→ **Data in this exercise**
☆ ☆ ☆ ☆ ☆ ☆ ☆
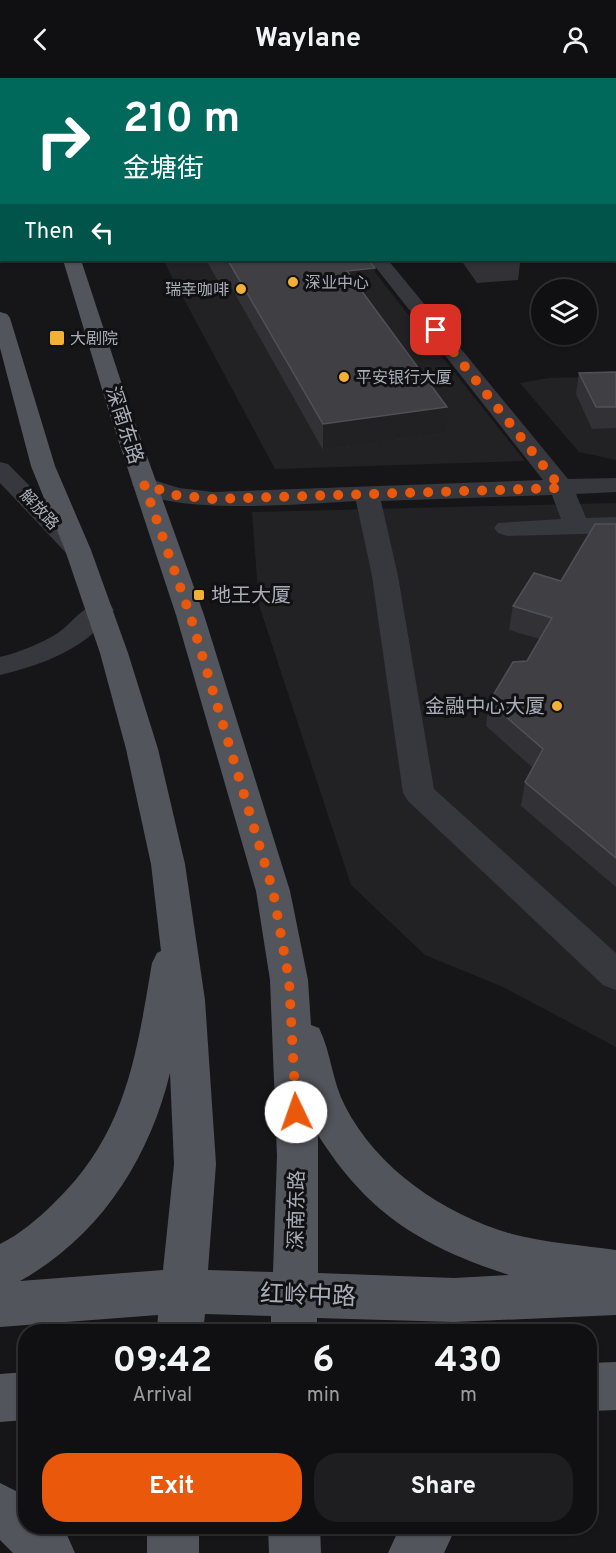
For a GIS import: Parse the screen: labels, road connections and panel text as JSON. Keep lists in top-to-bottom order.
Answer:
{
  "streets": {
    "main road": ["深南东路", "红岭中路"],
    "street": ["解放路"]
  },
  "crossings": [
    ["深南东路", "红岭中路"]
  ],
  "places": {
    "other": [
      "深业中心",
      "瑞幸咖啡",
      "平安银行大厦",
      "金融中心大厦"
    ],
    "transit": ["大剧院", "地王大厦"]
  },
  "page": {
    "header": "Waylane",
    "turn": ["210 m", "金塘街"],
    "then": "Then",
    "eta": [
      "09:42",
      "Arrival",
      "6",
      "min",
      "430",
      "m"
    ],
    "buttons": ["Exit", "Share"]
  }
}
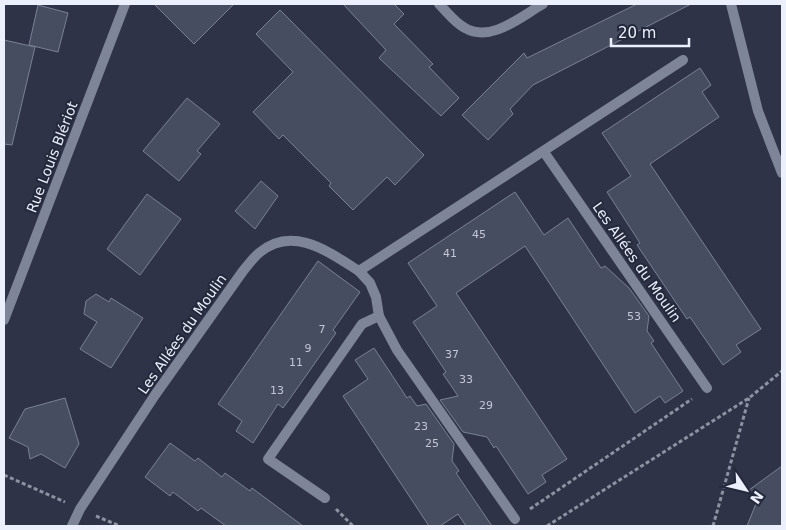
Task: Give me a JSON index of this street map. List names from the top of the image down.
{
  "streets": {
    "street": ["Rue Louis Blériot", "Les Allées du Moulin"]
  },
  "house_numbers": [
    "45",
    "41",
    "53",
    "7",
    "9",
    "37",
    "11",
    "33",
    "13",
    "29",
    "23",
    "25"
  ],
  "scale_bar": "20 m",
  "north": "bottom right"
}
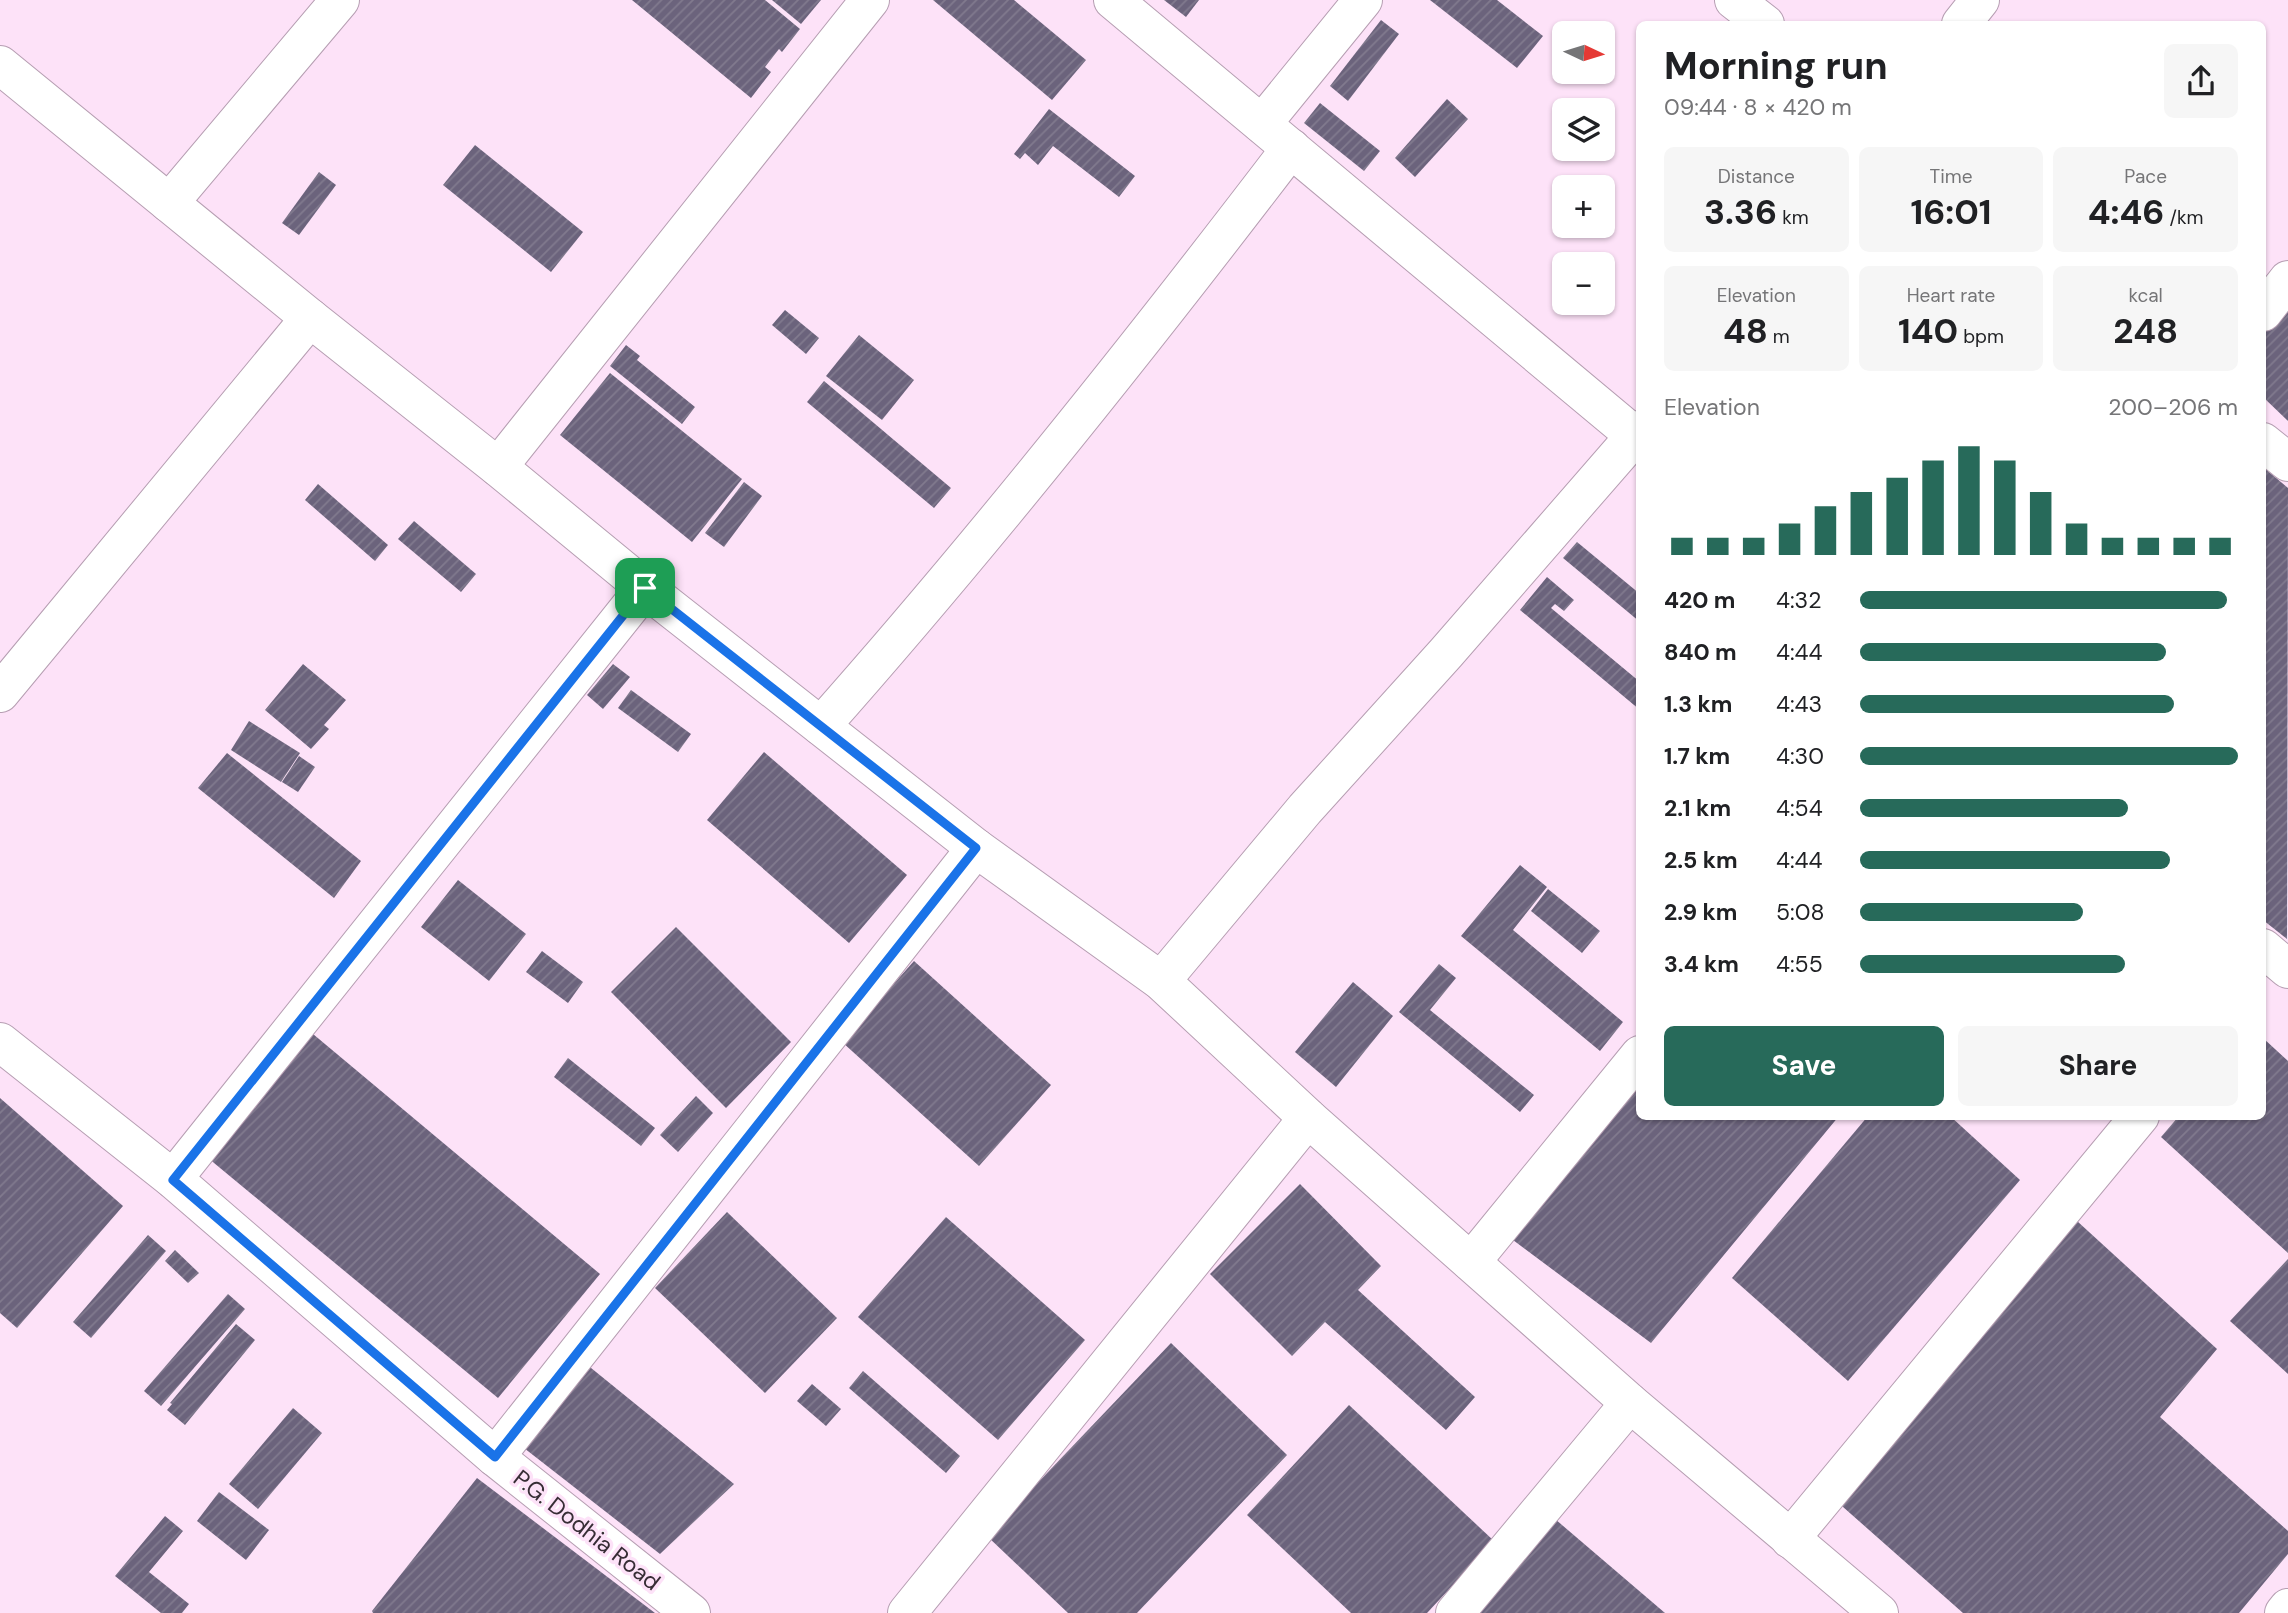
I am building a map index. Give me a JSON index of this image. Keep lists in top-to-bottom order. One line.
☆ ☆ ☆ ☆ ☆ ☆ ☆
→ **Exercise**
Please copy the lines above exactly as written, apart from any pictures.

→ **Task output**
For a GIS import: Parse the screen: labels, road connections and panel text as JSON. Keep lists in top-to-bottom order.
Answer:
{
  "streets": {
    "main road": ["深南东路", "红岭中路"],
    "street": ["解放路"]
  },
  "crossings": [
    ["深南东路", "红岭中路"]
  ],
  "places": {
    "other": [
      "深业中心",
      "瑞幸咖啡",
      "平安银行大厦",
      "金融中心大厦"
    ],
    "transit": ["大剧院", "地王大厦"]
  },
  "page": {
    "header": "Waylane",
    "turn": ["210 m", "金塘街"],
    "then": "Then",
    "eta": [
      "09:42",
      "Arrival",
      "6",
      "min",
      "430",
      "m"
    ],
    "buttons": ["Exit", "Share"]
  }
}
Task: Give me a JSON index of this street map. List names from the top of the image down.
{
  "streets": {
    "street": ["Rue Louis Blériot", "Les Allées du Moulin"]
  },
  "house_numbers": [
    "45",
    "41",
    "53",
    "7",
    "9",
    "37",
    "11",
    "33",
    "13",
    "29",
    "23",
    "25"
  ],
  "scale_bar": "20 m",
  "north": "bottom right"
}
I am building a map index. Give me a JSON index of this image. Keep lists in top-to-bottom order. One line.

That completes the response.